Une ultime parole, pour Claude Got. Tant qu’il y aura des hommes comme lui, aussi rares qu’ils puissent être, je croirai dans l’homme. Et dans la vie. Inutile donc de chercher autre chose : merci.

Les autoroutes du Mékong

Sont-ils beaux ? Je vous présente ces gentils messieurs, presque aussi avenants que nos Sarkozy à nous. De gauche à droite, les Premiers ministres vietnamien (Nguyen Tan Dung), thaïlandais (Samak Sundaravej), birman (Thein Sein), laotien (Bouasone Bouphavanh), chinois (Wen Jiabao) et cambodgien (Hun Sen). La scène se passe à Vientiane (Laos), le 31 mars 2008.

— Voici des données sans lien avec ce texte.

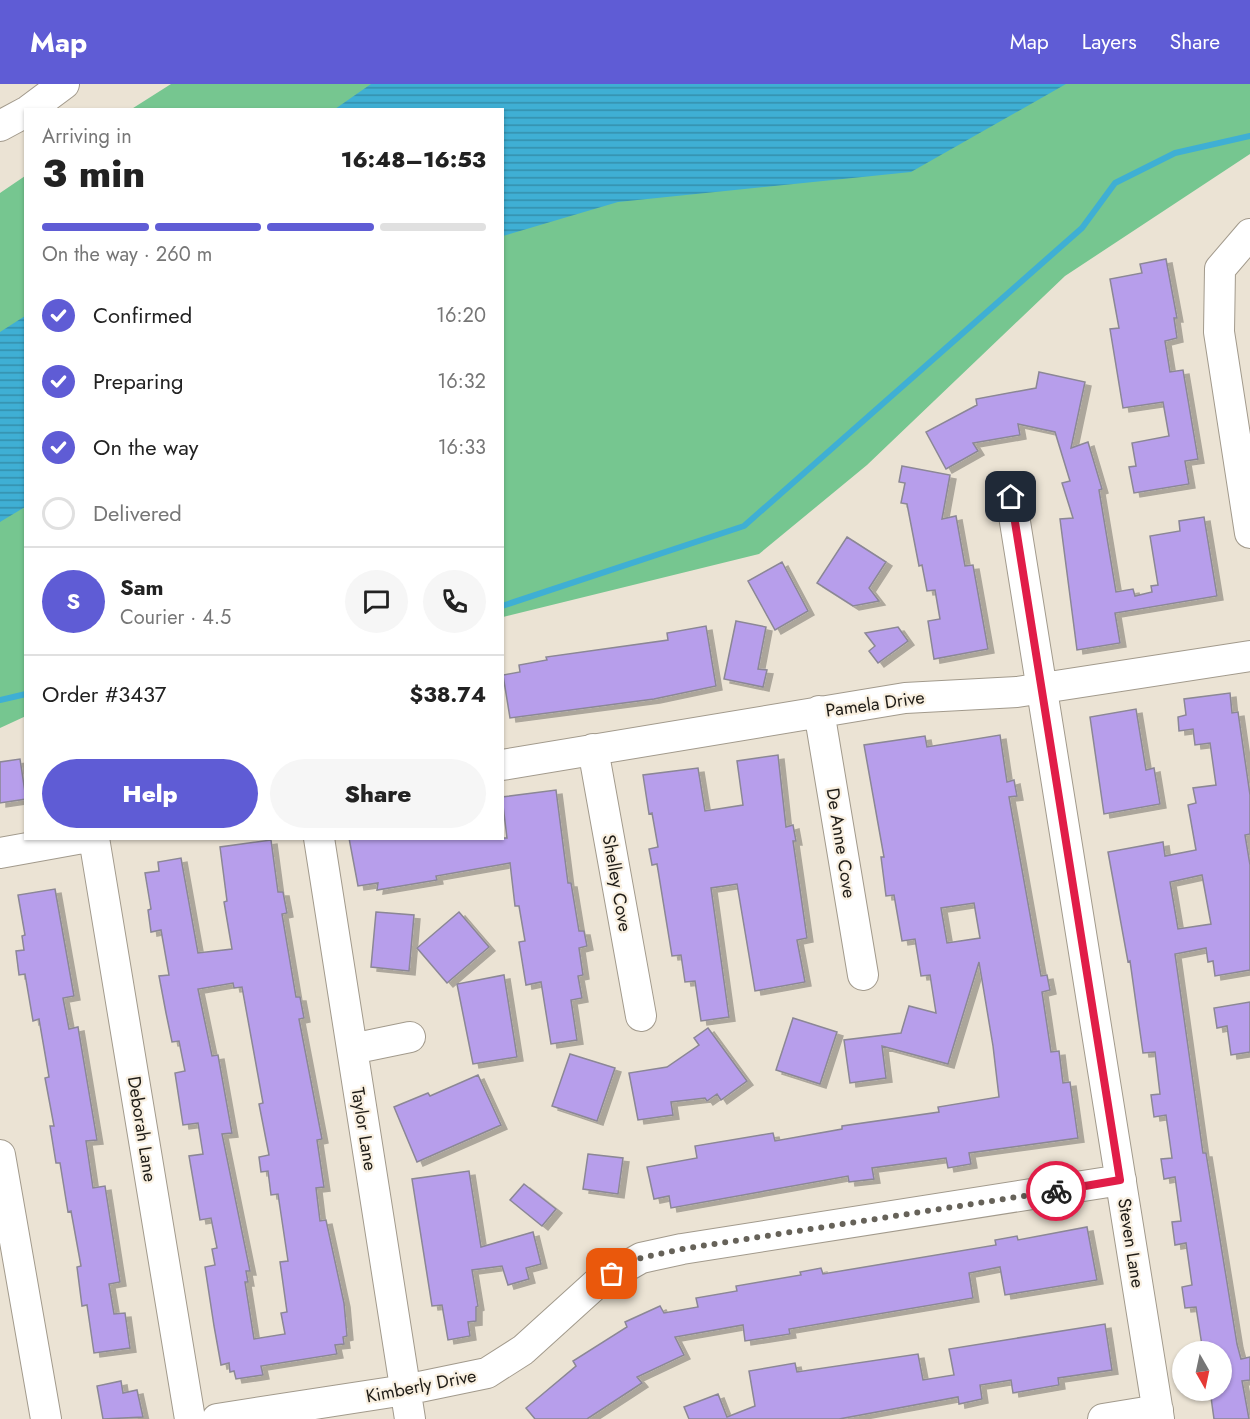 <!DOCTYPE html>
<meta charset="utf-8">
<style>
:root{--surface:#fff;--page:#f6f6f6;--text:#222;--muted:#767676;--line:#e0e0e0;--accent:#5f5cd5}
body{margin:0;font-family:Jost,sans-serif;background:var(--page);color:var(--text);height:100vh;display:flex;flex-direction:column;font-size:22px;white-space:nowrap}
*{box-sizing:border-box;margin:0}
p{font-size:20px;color:var(--muted)}
.icon{flex:none;width:33px;height:33px;fill:none;stroke:currentColor;stroke-width:2;stroke-linecap:round;stroke-linejoin:round}
.map{position:relative;flex:1;overflow:hidden}
.side{position:absolute;left:24px;top:24px;width:480px;height:732px;display:flex;flex-direction:column;background:var(--surface);border-radius:0px;box-shadow:0 2px 4px #0004}
.side>*{flex:none}
.needle{width:39px;rotate:171deg}
.fabs{position:absolute;left:1172px;top:1257px;display:grid;gap:12px}
.fabs a{display:grid;place-items:center;width:60px;height:60px;border-radius:50%;background:var(--surface);box-shadow:0 2px 4px #0004;font-size:30px}
.pin{position:absolute;display:grid;place-items:center;width:51px;height:51px;color:#fff;margin:-26px;border-radius:12px;box-shadow:0 3px 9px #0006}
.courier{position:absolute;display:grid;place-items:center;width:60px;height:60px;margin:-30px;border:4px solid #e11d48;border-radius:50%;background:#fff;color:#222;box-shadow:0 2px 8px #0007}
.summary em{font-style:normal;font-weight:800}
.summary div{display:flex;flex-direction:column-reverse}
.summary{display:flex;align-items:center;justify-content:space-between;height:102px;padding:0 18px}
h1{font-size:39px;font-weight:800;line-height:45px}
.bar{display:grid;grid-template-columns:repeat(4,1fr);gap:9px 6px;align-content:center;height:72px;padding:0 18px}
.bar i{height:8px;border-radius:4px;background:var(--line)}
.bar .active{background:var(--accent)}
.bar p{grid-column:span 4}
.line{display:flex;align-items:center;gap:15px;padding:0 18px;border-top:2px solid var(--line)}
.line div{flex:1}
.round{display:grid;place-items:center;flex:none;width:63px;height:63px;border-radius:32px;background:var(--page)}
ol{padding:0 18px;list-style:none}
li{display:flex;align-items:center;gap:18px;height:66px}
li p{margin-inline-start:auto}
li .icon{padding:6px;border-radius:50%;background:var(--accent);color:#fff;stroke-width:4}
li:last-child{color:var(--muted)}
li i{width:33px;height:33px;border:3px solid var(--line);border-radius:50%}
.action{display:flex;gap:12px;margin-top:auto;padding:12px 18px}
.action a{flex:1;height:69px;border-radius:36px;background:var(--accent);color:#fff;font-size:24px;font-weight:800;line-height:69px;text-align:center}
.action a+a{background:var(--page);color:var(--text)}
header{display:flex;align-items:center;gap:36px;box-sizing:border-box;height:84px;padding:0 30px;background:var(--accent);color:#fff}
header strong{font-size:28px}
nav{display:flex;gap:33px;margin-inline-start:auto;font-size:21px}
.map>svg:first-child{display:block}
.green{fill:#76c690}
.water{fill:url(#water-rules)}
.lines{fill:none;stroke-linecap:round;stroke-linejoin:round}
.stream{stroke:#3fafd4;stroke-width:6}
.building{fill:#b79eeb;stroke:#8b8795;stroke-width:1.5;fill-rule:evenodd;filter:url(#shadow)}
.minor-casing{stroke:#a29a8c;stroke-width:32}
.minor{stroke:#fff;stroke-width:30}
.done{stroke:#666259;stroke-width:6;stroke-dasharray:0 10.8}
.route{stroke:#e11d48;stroke-width:8}
.labels{text-anchor:middle;dominant-baseline:central;stroke-width:4.5;stroke-linejoin:round;paint-order:stroke}
.street-label{font-size:18px;fill:#1f1c17;stroke:#f9f0e1}
</style>
<header>
<strong>Map</strong>
<nav><a>Map</a><a>Layers</a><a>Share</a></nav>
</header>
<div class="map">
<svg width="1250" height="1335" viewBox="0 0 1250 1335">
<defs>
<pattern id="water-rules" width="6" height="5" patternUnits="userSpaceOnUse" patternTransform="scale(1.5)"><rect width="6" height="5" fill="#3fafd4"/><path d="M0 2.5h6" fill="none" stroke="#348eab"/></pattern>
<filter id="shadow"><feDropShadow dx="6" dy="4" stdDeviation="0" flood-color="#0004"/></filter>
</defs>
<rect width="100%" height="100%" fill="#ebe3d4"/>
<path class="green" d="M171,0H1250V70L1065,192L867,381L759,470L503,533L502,26H130Z
M25,92L26,632L0,644V109Z"/>
<path class="water" d="M371,0H1066L911,88L618,118L503,152L502,26L335,25Z
M25,232V423L0,438V248Z"/>
<g class="lines">
<path class="stream" d="M502,522L744,442L1082,144L1115,99L1175,69L1250,52
M0,616L26,610"/>
</g>
<path class="building" d="M1166,175L1177,234H1174L1177,254L1165,257L1170,288L1183,286L1198,375L1185,377L1189,400L1134,409L1129,383L1136,382L1132,359L1169,352L1163,318L1123,324L1110,245L1119,244L1110,195L1142,189L1140,180Z
M1039,288L1085,298L1071,364L1088,358L1102,405L1099,406L1116,508L1133,505L1135,512L1152,508L1151,502L1158,501L1150,452L1180,447L1179,437L1204,433L1217,512L1115,529L1120,559L1077,566L1060,435L1073,434L1062,399L1070,397L1055,348L1018,340L1020,351L973,359L978,367L946,385L926,348L977,321L976,315L1036,304Z
M902,382L950,391L942,435L956,432L965,482L973,481L988,565L934,575L928,537L940,535L935,506L927,507L922,481L919,482L907,420L901,419L905,399L899,398Z
M847,453L886,478L869,504L879,517L853,522L817,499Z
M782,478L808,527L775,546L748,497Z
M736,537L766,543L758,585L767,586L763,603L724,595Z
M706,542L716,602L654,615L510,634L503,591L520,588L519,581L547,576L546,573L668,556L667,549Z
M898,543L908,557L878,579L869,567L875,562L865,549Z
M1230,609L1232,629L1238,628L1250,711V750L1245,751L1250,781V886L1215,892L1213,877L1208,878L1206,864L1175,870L1203,1069H1206L1237,1260L1241,1275L1250,1273V1296L1242,1297L1249,1335H1214L1210,1306H1221V1268H1203L1196,1223L1185,1224L1182,1203L1192,1201L1186,1159L1175,1161L1172,1138L1181,1137L1175,1093L1164,1095L1161,1075L1172,1074L1166,1031L1154,1033L1151,1011L1160,1010L1155,968L1143,969L1130,877L1128,878L1108,768L1163,758L1165,772L1196,766L1188,721L1196,719L1193,704L1216,701L1210,659L1195,661L1193,645L1179,647L1178,633L1186,631L1184,615ZM1202,791L1211,840L1178,845L1170,798Z
M1136,625L1146,686L1154,684L1160,720L1104,730L1090,633Z
M1000,651L1007,698L1014,696L1017,712L1009,713L1041,892L1047,891L1050,906L1042,908L1051,968L1059,967L1063,999L1070,998L1078,1054L969,1069L971,1080L948,1084L946,1074L872,1084L874,1095L849,1098L848,1092L671,1124L669,1112L654,1115L647,1083L697,1074L695,1062L773,1049L775,1057L842,1045V1042L939,1028L938,1023L999,1013L993,962L979,878L948,980L882,962L886,994L850,999L844,956L901,949L909,922L936,929L930,891L921,892L915,855L902,857L894,811L886,812L881,773H884L864,661L925,652L927,663ZM974,819L980,854L947,859L941,824Z
M778,671L786,743L793,741L796,757H793L807,854L797,856L805,898L755,907L737,800L711,804L729,933L701,937L695,897L685,898L681,871L672,872L657,780L652,781L649,765L658,763L652,729L649,730L643,691L698,684L705,727L743,721L737,677Z
M20,675L26,715L0,719V678Z
M556,706L568,799H571L579,847H584L587,862L579,864L583,891L578,892L582,914L571,916L577,956L551,960L541,898L526,901L519,858L525,857L519,822H515L510,779L436,792L437,796L377,806L378,799L358,802L349,754H507L502,713Z
M271,756L278,808H283L287,829L282,830L296,913H300L304,934L299,935L322,1055L317,1056L324,1103L316,1104L320,1137L326,1136L344,1219L347,1252L343,1253L344,1260L335,1261L337,1270L261,1282L263,1291L236,1295L234,1287L230,1288L229,1279L221,1281L214,1242L205,1183L215,1181L212,1165L217,1164L211,1134L200,1136L189,1072L203,1070L198,1039L183,1041L175,989L185,987L179,957L172,958L166,929L159,892L169,891L161,846L151,848L148,826L151,825L145,789L159,787L158,778L181,774L198,869L232,865L224,818L227,817L220,763ZM233,899L234,904L242,903L263,1019L259,1020L269,1071L259,1073L261,1088L268,1087L271,1111L278,1110L288,1177L280,1178L287,1228L281,1229L285,1250L254,1255L245,1198H248L246,1187H250L222,1050L232,1049L218,971L212,972L198,905Z
M55,805L74,912L63,914L69,945L78,943L97,1056L86,1057L93,1104L105,1102L120,1198L109,1200L114,1230L125,1229L130,1264L94,1269L87,1221L82,1222L77,1183L81,1182L71,1127L68,1128L60,1079H56L50,1042H54L45,994L49,993L39,935L33,937L25,890L19,891L16,867L24,866L22,852L25,851L18,811Z
M376,828L414,831L409,887L371,883Z
M459,828L489,863L447,899L417,864Z
M504,891L517,973L473,980L457,900Z
M1250,918V968L1231,971L1227,942L1217,944L1214,924Z
M793,934L837,948L820,1000L776,986Z
M708,944L747,997L721,1016L717,1010L707,1017L705,1014L671,1018L673,1031L638,1036L629,989L667,983L699,961L694,954Z
M570,970L615,984L597,1037L552,1022Z
M478,991L501,1041L417,1078L394,1023L428,1009L430,1012Z
M588,1070L623,1074L618,1110L583,1105Z
M469,1087L481,1163L533,1148L541,1180L526,1184L529,1195L508,1201L502,1182L472,1186L478,1222L476,1223V1237L468,1238L470,1252L448,1256L442,1221L432,1222L412,1095Z
M524,1100L556,1125L542,1142L510,1116Z
M1087,1143L1097,1196L1005,1211L1000,1183L969,1189L973,1214L789,1245L790,1250L745,1257L743,1241L675,1253L684,1271L637,1293L642,1299L587,1335H535L526,1324L576,1282L573,1277L627,1243L625,1238L660,1222L664,1229L698,1223L696,1214L737,1207L736,1202L801,1191L800,1188L821,1184L823,1190L996,1161L995,1156L1017,1152L1018,1156Z
M1105,1240L1112,1286L1058,1294L1059,1301L1013,1309L1011,1296L980,1301L982,1315L959,1320L958,1313L839,1335H689L684,1323L718,1310L727,1333L755,1322L749,1287L795,1279L797,1288L918,1270L923,1296L954,1291L949,1265Z
M121,1297L123,1309L137,1306L143,1333L103,1335L97,1302Z"/>
<g class="lines">
<g class="minor-casing">
<path id="minor" d="M29,26L64,0
M0,42L26,28
M1250,150L1220,185L1219,248L1250,449
M1011,413L1159,1335
M819,627L863,891
M593,665L641,932
M502,681L905,614L1017,608L1250,572
M94,754L190,1335
M319,754L410,1335
M0,769L83,754
M352,965L410,953
M0,1071L46,1335
M217,1335L405,1306L487,1289L523,1266L597,1199L641,1174L682,1165L1121,1096
M1103,1335L1158,1326"/>
</g>
<use href="#minor" class="minor"/>
</g>
<g class="lines">
<path class="done" d="M612,1190L641,1174L682,1165L1056,1107"/>
<path class="route" d="M1011,413L1120,1096L1056,1107"/>
</g>
<g class="labels">
<g class="street-label">
<text transform="translate(875 620) rotate(-8)">Pamela Drive</text>
<text transform="translate(841 759) rotate(81)">De Anne Cove</text>
<text transform="translate(617 799) rotate(80)">Shelley Cove</text>
<text transform="translate(142 1045) rotate(81)">Deborah Lane</text>
<text transform="translate(364 1045) rotate(81)">Taylor Lane</text>
<text transform="translate(1131 1159) rotate(81)">Steven Lane</text>
<text transform="translate(421 1302) rotate(-11)">Kimberly Drive</text>
</g>
</g>
</svg>
<div class="fabs">
<a><svg class="needle" viewBox="-14 -14 28 28"><path d="M0-13l5 13h-10z" fill="#e53935"/><path d="M0 13l5-13h-10z" fill="#767676"/></svg></a>
</div>
<div class="pin" style="left:612px;top:1190px;background:#ea580c"><svg class="icon" aria-label="bag" viewBox="0 0 24 24"><path d="M5 8h14l-1 12H6zM9 8a3 3 0 0 1 6 0"/></svg></div>
<div class="pin" style="left:1011px;top:413px;background:#1f2937"><svg class="icon" aria-label="home" viewBox="0 0 24 24"><path d="M3 11l9-7 9 7M6 9v11h12V9"/></svg></div>
<div class="courier" style="left:1056px;top:1107px"><svg class="icon" aria-label="bike" viewBox="0 0 24 24"><circle cx="6" cy="16" r="4"/><circle cx="18" cy="16" r="4"/><path d="M6 16l4-8h5l3 8M10 8l3 8H6M13 5h3"/></svg></div>
<section class="side">
<div class="summary"><div><h1>3 min</h1><p>Arriving in</p></div><em>16:48–16:53</em></div>
<div class="bar"><i class="active"></i><i class="active"></i><i class="active"></i><i></i><p>On the way · 260 m</p></div>
<ol>
<li><svg class="icon" aria-label="check" viewBox="0 0 24 24"><path d="M5 12l5 5 9-10"/></svg>Confirmed<p>16:20</p></li>
<li><svg class="icon" aria-label="check" viewBox="0 0 24 24"><path d="M5 12l5 5 9-10"/></svg>Preparing<p>16:32</p></li>
<li><svg class="icon" aria-label="check" viewBox="0 0 24 24"><path d="M5 12l5 5 9-10"/></svg>On the way<p>16:33</p></li>
<li><i></i>Delivered</li>
</ol>
<div class="line" style="height:108px"><b class="round" style="background:var(--accent);color:#fff">S</b><div><b>Sam</b><p>Courier · 4.5</p></div><a class="round"><svg class="icon" aria-label="chat" viewBox="0 0 24 24"><path d="M4 5h16v11H9l-5 4z"/></svg></a><a class="round"><svg class="icon" aria-label="phone" viewBox="0 0 24 24"><path d="M5 4h4l2 5-3 2q2 4 5 5l2-3 5 2v4C11 20 4 13 5 4z"/></svg></a></div>
<div class="line" style="height:78px"><div>Order #3437</div><b>$38.74</b></div>
<div class="action"><a>Help</a><a>Share</a></div>
</section>
</div>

S’ils sont à ce point heureux, c’est que ces imbéciles et criminels – les deux se marient fort bien – viennent de signer un accord « historique », forcément « historique ». Et surtout hystérique. Très bientôt, demain serait parfait à leurs yeux, un maillage d’autoroutes devrait réunir les régions les plus « retardées » de leurs pays respectifs.

Ces « corridors économiques » comme les appellent leurs promoteurs sont censés irriguer, comme chez nous, des régions oubliées par la dévastation écologique. Permettez-moi de citer l’un des nôtres – si, ne protestez pas -, qui s’appelle John Cooney, responsable « infrastructures Asie du Sud-Est » pour la Banque asiatique de développement (BAD). C’est cette banque maudite – oui, maudite soit-elle ! – qui financera. Et voici la citation rapportée par l’AFP : « Notre but est de transformer des infrastructures économiques de base, les routes et les réseaux d’électricité, en corridors économiques qui deviendront le nerf d’un groupement économique ».

C’est tout le bassin du Mékong, l’une des hauts lieux de la biodiversité de la planète, qui va être ravagé, sans retour en arrière possible. Dans les forêts humides entre Laos et Vietnam – ce n’est qu’un exemple -, on découvre encore aujourd’hui des mammifères inconnus de la taille d’un petit cerf. Est-ce possible ? C’est. Bienvenue aux marées de camions pleins de pacotille made in China.

Les écologistes, dont je suis je crois, protestent contre un projet qui augmentera les trafics de toute sorte, du bois tropical au braconnage, en passant par la traite d’humains. Mais qui s’intéresse à de telles choses ? Le Figaro-Économie, TF1, le Nouvel Obs ?

Le grand réseau autoroutier du bassin du Mékong me touche pour un grand nombre de raisons. Et parmi elles, le souvenir des guerres atroces qui ont ensanglanté l’ancienne Indochine française entre 1946 et 1975. Les peuples martyrs du Vietnam, du Laos et du Cambodge, après avoir supporté le napalm, la dioxine, les B52, les massacres directs au fusil d’assaut – et le stalinisme -, vont enfin découvrir le progrès à notre manière. Je vous assure que je pense à eux. À cette poussière de peuples dispersés dans ces pays sublimes. Aux animaux, aux arbres, à ces merveilles menacées par notre coutumière folie.

Désolé, je tâcherai d’être plus gai une prochaine fois. J’avais même mis de côté une rencontre avec le professeur Claude Got, formidable personnage. Mais bon, une autre fois.